Vale a pena examinar as cidades do futuro. O transporte é a chave, e os trens-bala e os veículos elétricos formam as plataformas principais. Os trens-bala somam 5 mil e 600 veículos, numa malha de 30 mil quilômetros, crescendo 10% ao ano, e já conectam 33 das 36 províncias, e todas as grandes cidades. A velocidade máxima é de 350 km/h. O desenvolvimento que vem atrás dessa ligação pode ser exemplificado por uma viagem Pequim-Shanghai. Essa viagem por trem-bala leva menos do que 5 (cinco) horas, e custa R$120, ou, ao câmbio atual, cerca de 30 dólares por passageiro. Essa viagem por avião levaria 2 (duas) horas, mais o check-in e check-out, as esperas, e levaria ao todo umas 4 (quatro) horas para o passageiro, e custaria dez vezes mais. Cada avião transporta de 5 a 10% do número de passageiros de um trem-bala, precisa mais tripulação e consome o mesmo combustível. Os carros e ônibus elétricos metropolitanos crescem numèricamente e irão ultrapassar os convencionais. O segredo disso são as malhas de carregamento de baterias. Energias contínuas ou intermitentes, geradas por qualquer fonte, solar, energia eólica, termoelétrica, outras, alimentam o banco de baterias e os usuários carregam em qualquer posto. A China é líder mundial em equipamentos de geração de energia solar. Em 2018 construiu o equvalente a 3 Itaipús, e segue em ritmo acelerado. A China é líder mundial em baterias para armazenar energia de todo tipo. Isso ocorre por que a China tem as maiores reservas mundiais de lítio do planeta, e controlam muitas jazidas fora da China. O lítio é elemento essencial das baterias modernas. Os usuários podem também vender a carga excedente para a rede, energia que tiverem armazenado, para depois comprar nova carga mais barata fora do horário de pico. A frota atual é de cerca de 15 mil ônibus elétricos, cada um com autonomia de 300 quilômetros. Uma carga completa custa R$120 ou cerca de 30 dólares. Os automóveis tem autonomia de 400 quilômetros e pagam cerca de R$20 ou 5 dólares por carga. Isso dá 5 centavos de real por quilômetro rodado. Os veículos são totalmente silenciosos.

 

Eu não vejo ninguém no Brasil fazendo autocrítica. Os pais não ensinam isso aos filhos.
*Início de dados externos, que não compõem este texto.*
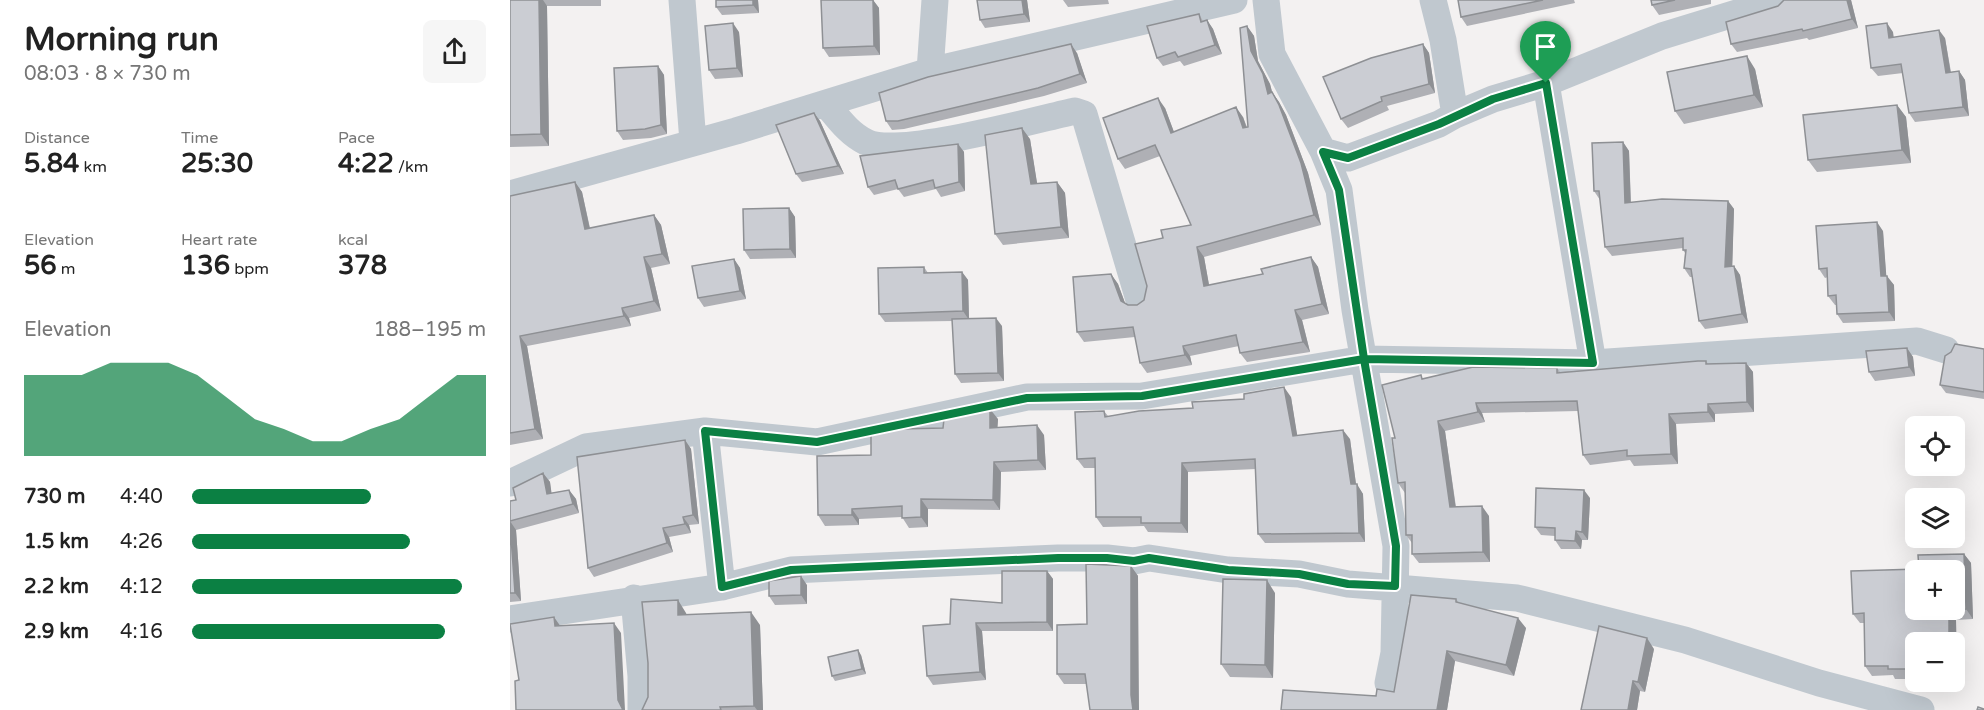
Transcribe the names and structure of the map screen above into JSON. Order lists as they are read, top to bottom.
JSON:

A China demonstrou como reconhece erros e acertos.

A base financeira é o capital aberto. A Bolsa de Shangai, a NASDAQ chinesa, com as ações do grupo apelidado STAR (Science and Technology Innovation Board), abriu na semana de 22 de Julho de 2019. No seu primeiro dia, esse grupo que abriu seu capital valorizou na média 44%. Uma empresa, Anji Microelectronics, chegou a 400% de valorização no dia da abertura de seu capital. Essa bolsa foi um projeto de estimação de Xi JinPing, chefe atual do governo chinês.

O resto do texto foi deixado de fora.